21 Não mais soube contar o dia, a hora,
Porque, perante o Além, na culpa de quem chora
O tempo se transforma em sofrimento…
22 Meses correram sobre muitos meses,
Via-se em sombra e a sós… No entanto, algumas vezes,
Ouvia vozes perto… Era a doce lembrança
Da meninice longe, entre as bênçãos do lar…
Ternos motes de amor e canções de ninar,
Como notas de paz em brisas de esperança…


23 Passados alguns anos, certo dia,
Enxergou novamente o sol, a natureza…
Pranteia de emoção, embora presa
À luz, à imensa luz que lhe sorria…


24 Eis que alguém lhe aparece… Um anjo de visita
Ou luminoso ser de beleza infinita?
Ela chora, a sentir-se envergonhada,
Mas esse alguém lhe fala com ternura:
25 — Vida de minha vida, filha amada,
A dor é a grande estrada para a Altura,
Quero ver-te, de novo, nos meus braços,
Regressarás à Terra, em minha companhia,
Minha flor de alegria,
Renascerás comigo no futuro…
26 Filha querida, estrela de meus passos,
Buscaremos, na Terra, as fontes do amor puro.
Como sempre, serás meu sonho e meu encanto,
Filha do coração, tesouro que amo tanto!…

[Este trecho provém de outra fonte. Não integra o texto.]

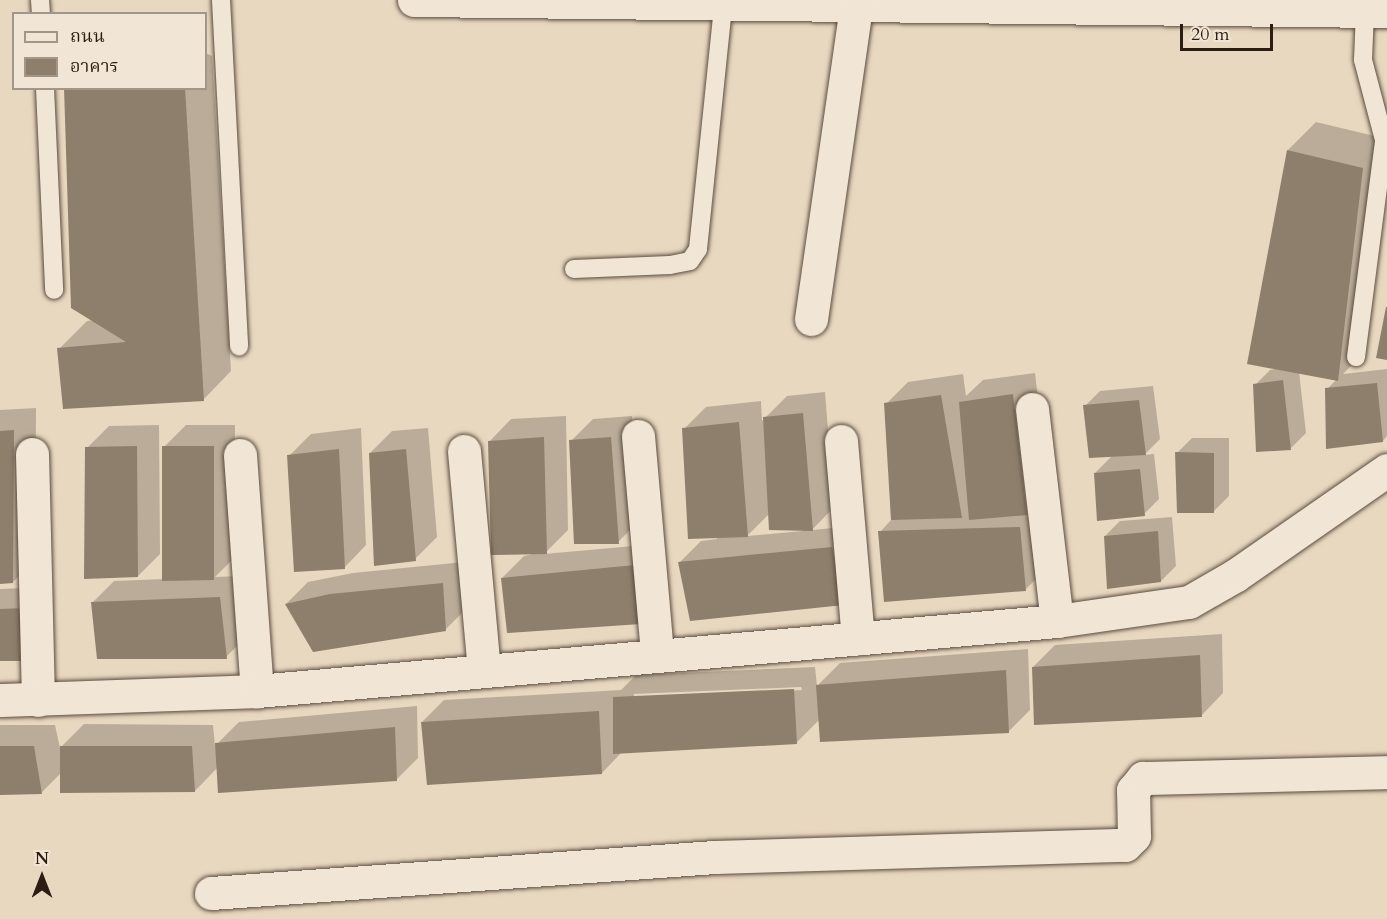 <!DOCTYPE html>
<html>
<head>
<meta charset="utf-8">
<style>
  body { margin:0 }
  #map { position:relative; width:1387px; height:919px; overflow:hidden; background:#e9d8c0; font-family:Cardo,"Noto Serif Thai",serif }
  div>[style] { position:absolute }
  .shadow>* { inset:0; background:#0003 }
  .building>* { inset:0; background:#8e7e6c }
  .roads { filter:drop-shadow(0 0 2px #5a4c3e) drop-shadow(0 0 2px #5a4c3e) }
  .lane>* { height:18px; margin:-9px; padding:0 9px; transform-origin:9px; border-radius:9px; background:#f1e6d6 }
  .street>* { height:33px; margin:-16.5px; padding:0 16.5px; transform-origin:16.5px; border-radius:16.5px; background:#f1e6d6 }
  span { translate:-50% -50%; white-space:nowrap; text-align:center; line-height:1.15; -webkit-text-stroke:6px #f1e6d6; paint-order:stroke }
  .legend { position:absolute; left:12px; top:12px; width:195px; height:78px; box-sizing:border-box; background:#f1e6d6; border:2px solid #a29688; margin:0; padding:8px 10px; list-style:none; font-size:18px; color:#2b1d12 }
  .legend li { display:flex; align-items:center; gap:12px; height:30px }
  .legend b { width:30px; border:2px solid #a29688 }
  .north { position:absolute; left:12px; top:847px; width:60px; height:60px; -webkit-text-stroke:4px #f1e6d6; paint-order:stroke; rotate:0deg; font-size:16px; font-weight:700; line-height:24px; text-align:center; color:#2b1d12 }
  .north::after { content:''; display:block; margin:auto; width:21px; height:27px; background:#2b1d12; clip-path:polygon(50% 0,100% 100%,50% 72%,0 100%) }
  .scale { position:absolute; left:1180px; top:24px; width:93px; height:27px; box-sizing:border-box; border:3px solid #2b1d12; border-top:0; padding-left:8px; font-size:18px; line-height:21px; white-space:nowrap; color:#2b1d12; -webkit-text-stroke:4px #f1e6d6; paint-order:stroke }
</style>
</head>
<body>
<div id="map">
  <div class="shadow">
    <i style="clip-path:polygon(206px 53px,212px 56px,231px 371px,203px 400px,59px 349px,87px 321px,94px 320px,66px 88px,206px 88px)"></i>
    <i style="clip-path:polygon(1316px 122px,1387px 139px,1366px 351px,1343px 374px,1387px 369px,1387px 436px,1383px 441px,1327px 389px,1337px 379px,1299px 372px,1306px 433px,1291px 448px,1255px 385px,1270px 370px,1278px 368px,1288px 150px)"></i>
    <i style="clip-path:polygon(1035px 373px,1049px 492px,1047px 568px,1025px 590px,880px 532px,892px 519px,886px 404px,908px 382px,963px 374px,966px 396px,983px 380px)"></i>
    <i style="clip-path:polygon(1153px 386px,1160px 439px,1144px 455px,1154px 454px,1159px 499px,1144px 514px,1095px 473px,1113px 455px,1085px 406px,1100px 391px)"></i>
    <i style="clip-path:polygon(evenodd,825px 392px,834px 507px,812px 530px,854px 526px,866px 582px,679px 563px,701px 541px,717px 539px,684px 429px,706px 407px,761px 401px,762px 421px,787px 396px,825px 392px,770px 513px,801px 529px,802px 531px,747px 536px,770px 513px)"></i>
    <i style="clip-path:polygon(36px 408px,35px 560px,13px 582px,0 582px,0 410px)"></i>
    <i style="clip-path:polygon(566px 416px,568px 530px,544px 554px,656px 544px,663px 601px,502px 578px,524px 556px,541px 552px,489px 442px,511px 419px)"></i>
    <i style="clip-path:polygon(632px 416px,640px 520px,618px 542px,571px 441px,593px 419px)"></i>
    <i style="clip-path:polygon(159px 425px,160px 554px,138px 576px,87px 448px,109px 426px)"></i>
    <i style="clip-path:polygon(186px 425px,235px 425px,235px 557px,215px 577px,242px 576px,248px 635px,226px 657px,92px 603px,114px 581px,164px 579px,164px 447px)"></i>
    <i style="clip-path:polygon(361px 428px,366px 545px,344px 568px,289px 456px,311px 434px)"></i>
    <i style="clip-path:polygon(428px 428px,437px 537px,415px 559px,370px 453px,392px 431px)"></i>
    <i style="clip-path:polygon(1192px 438px,1229px 438px,1229px 496px,1214px 511px,1177px 453px)"></i>
    <i style="clip-path:polygon(1172px 517px,1176px 566px,1161px 581px,1105px 536px,1120px 521px)"></i>
    <i style="clip-path:polygon(464px 562px,467px 608px,445px 630px,286px 604px,308px 582px,353px 573px)"></i>
    <i style="clip-path:polygon(47px 587px,0 660px,0 589px)"></i>
    <i style="clip-path:polygon(1222px 634px,1223px 693px,1201px 716px,1033px 667px,1055px 645px)"></i>
    <i style="clip-path:polygon(evenodd,1028px 649px,1030px 710px,1008px 732px,820px 719px,797px 742px,622px 752px,602px 773px,422px 722px,444px 700px,621px 690px,636px 675px,815px 667px,817px 686px,840px 663px,1028px 649px,801px 687px,802px 690px,634px 697px,634px 694px,801px 687px)"></i>
    <i style="clip-path:polygon(417px 706px,418px 758px,396px 780px,218px 767px,195px 791px,62px 772px,42px 792px,0 793px,0 725px,55px 725px,60px 748px,84px 724px,213px 725px,215px 746px,239px 722px)"></i>
  </div>
  <div class="building">
    <i style="clip-path:polygon(64px 88px,185px 88px,204px 401px,63px 409px,57px 348px,126px 342px,71px 308px)"></i>
    <i style="clip-path:polygon(1287px 150px,1363px 168px,1338px 381px,1247px 364px)"></i>
    <i style="clip-path:polygon(1386px 307px,1387px 307px,1387px 360px,1376px 358px)"></i>
    <i style="clip-path:polygon(1283px 380px,1291px 450px,1256px 452px,1253px 384px)"></i>
    <i style="clip-path:polygon(1377px 383px,1383px 442px,1326px 449px,1325px 388px)"></i>
    <i style="clip-path:polygon(1013px 394px,1027px 515px,969px 520px,959px 402px)"></i>
    <i style="clip-path:polygon(941px 395px,962px 518px,891px 520px,884px 403px)"></i>
    <i style="clip-path:polygon(1139px 400px,1146px 455px,1089px 458px,1083px 405px)"></i>
    <i style="clip-path:polygon(803px 413px,813px 531px,769px 530px,763px 417px)"></i>
    <i style="clip-path:polygon(739px 422px,748px 537px,688px 539px,682px 428px)"></i>
    <i style="clip-path:polygon(14px 430px,13px 583px,0 584px,0 431px)"></i>
    <i style="clip-path:polygon(544px 437px,547px 554px,491px 555px,488px 441px)"></i>
    <i style="clip-path:polygon(611px 437px,619px 544px,574px 544px,569px 440px)"></i>
    <i style="clip-path:polygon(137px 446px,138px 577px,84px 579px,85px 447px)"></i>
    <i style="clip-path:polygon(162px 446px,214px 446px,214px 580px,162px 581px)"></i>
    <i style="clip-path:polygon(339px 449px,345px 569px,294px 572px,287px 455px)"></i>
    <i style="clip-path:polygon(406px 449px,416px 561px,374px 566px,369px 453px)"></i>
    <i style="clip-path:polygon(1175px 452px,1214px 453px,1214px 513px,1177px 513px)"></i>
    <i style="clip-path:polygon(1140px 469px,1145px 516px,1097px 521px,1094px 473px)"></i>
    <i style="clip-path:polygon(1020px 527px,1026px 591px,884px 602px,878px 531px)"></i>
    <i style="clip-path:polygon(1158px 531px,1161px 582px,1107px 589px,1104px 536px)"></i>
    <i style="clip-path:polygon(832px 547px,844px 605px,690px 621px,678px 562px)"></i>
    <i style="clip-path:polygon(635px 565px,641px 624px,507px 633px,501px 578px)"></i>
    <i style="clip-path:polygon(443px 583px,446px 631px,313px 652px,285px 604px,330px 594px)"></i>
    <i style="clip-path:polygon(220px 597px,227px 659px,97px 659px,91px 602px)"></i>
    <i style="clip-path:polygon(26px 608px,27px 661px,0 661px,0 609px)"></i>
    <i style="clip-path:polygon(1200px 655px,1202px 717px,1034px 725px,1032px 667px)"></i>
    <i style="clip-path:polygon(1006px 670px,1009px 733px,820px 742px,816px 685px)"></i>
    <i style="clip-path:polygon(794px 689px,797px 744px,613px 754px,613px 697px)"></i>
    <i style="clip-path:polygon(599px 711px,602px 774px,427px 785px,421px 722px)"></i>
    <i style="clip-path:polygon(395px 727px,397px 781px,218px 793px,215px 743px)"></i>
    <i style="clip-path:polygon(0 746px,34px 746px,42px 794px,0 795px)"></i>
    <i style="clip-path:polygon(60px 746px,192px 746px,195px 792px,60px 793px)"></i>
  </div>
  <div class="roads">
    <div class="lane">
      <i style="left:40px;top:0;width:14px;rotate:86deg"></i>
      <i style="left:221px;top:0;width:347px;rotate:87deg"></i>
      <i style="left:45px;top:88px;width:202px;rotate:87.4deg"></i>
      <i style="left:574px;top:269px;width:96px;rotate:-2.4deg"></i>
      <i style="left:670px;top:265px;width:20px;rotate:-11deg"></i>
      <i style="left:690px;top:261px;width:14px;rotate:-56deg"></i>
      <i style="left:698px;top:249px;width:245px;rotate:-84.1deg"></i>
      <i style="left:1356px;top:357px;width:219px;rotate:-82.6deg"></i>
      <i style="left:1384px;top:140px;width:83px;rotate:-104.7deg"></i>
      <i style="left:1363px;top:60px;width:49px;rotate:-87.7deg"></i>
    </div>
    <div class="street">
      <i style="left:414px;top:0;width:973px;rotate:0.65deg"></i>
      <i style="left:811px;top:319px;width:316px;rotate:-81.8deg"></i>
      <i style="left:1032px;top:409px;width:213px;rotate:83.3deg"></i>
      <i style="left:638px;top:436px;width:220px;rotate:85deg"></i>
      <i style="left:841px;top:441px;width:198px;rotate:85.1deg"></i>
      <i style="left:464px;top:451px;width:220px;rotate:84.8deg"></i>
      <i style="left:32px;top:454px;width:246px;rotate:88.6deg"></i>
      <i style="left:240px;top:455px;width:237px;rotate:85.9deg"></i>
      <i style="left:0;top:700px;width:257px;rotate:-2deg"></i>
      <i style="left:257px;top:691px;width:803px;rotate:-5deg"></i>
      <i style="left:1057px;top:621px;width:133px;rotate:-8.2deg"></i>
      <i style="left:1189px;top:602px;width:54px;rotate:-29.9deg"></i>
      <i style="left:1236px;top:575px;width:184px;rotate:-34.8deg"></i>
      <i style="left:211px;top:893px;width:505px;rotate:-4.09deg"></i>
      <i style="left:715px;top:857px;width:410px;rotate:-1.7deg"></i>
      <i style="left:1125px;top:845px;width:13px;rotate:-45deg"></i>
      <i style="left:1134px;top:836px;width:46px;rotate:-91.2deg"></i>
      <i style="left:1133px;top:790px;width:16px;rotate:-50deg"></i>
      <i style="left:1143px;top:778px;width:244px;rotate:-1.4deg"></i>
    </div>
  </div>
  <ul class="legend">
  <li><b style="height:8px;background:#f1e6d6"></b>ถนน</li>
  <li><b style="height:16px;background:#8e7e6c"></b>อาคาร</li>
  </ul>
  <div class="north">N</div>
  <div class="scale">20 m</div>
</div>
</body>
</html>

27 Mas a pobre exclamou: — Quem sois vós que falais?
Filha? Fui sempre má, não mereço este nome…
Reneguei minha mãe, o fel que me consome
É o remorso cruel que não se acaba mais…
28 Quem sois vós que não vedes minha dor
E nem reconheceis a angústia que me leva
A recear a luz e esconder-me na treva?…
29 Por quem sois, anjo ou luz, uma santa ou uma estrela
Levai-me à mãe que eu tive, quero vê-la…
Onde está minha mãe, meu refúgio e meu guia?
Somente minha mãe me perdoaria…


30 Mas a nobre entidade apenas respondeu:
— Ouve, filha querida!… A tua mãe sou eu!…


Maria Dolores


Texto extraído da 1ª edição desse livro.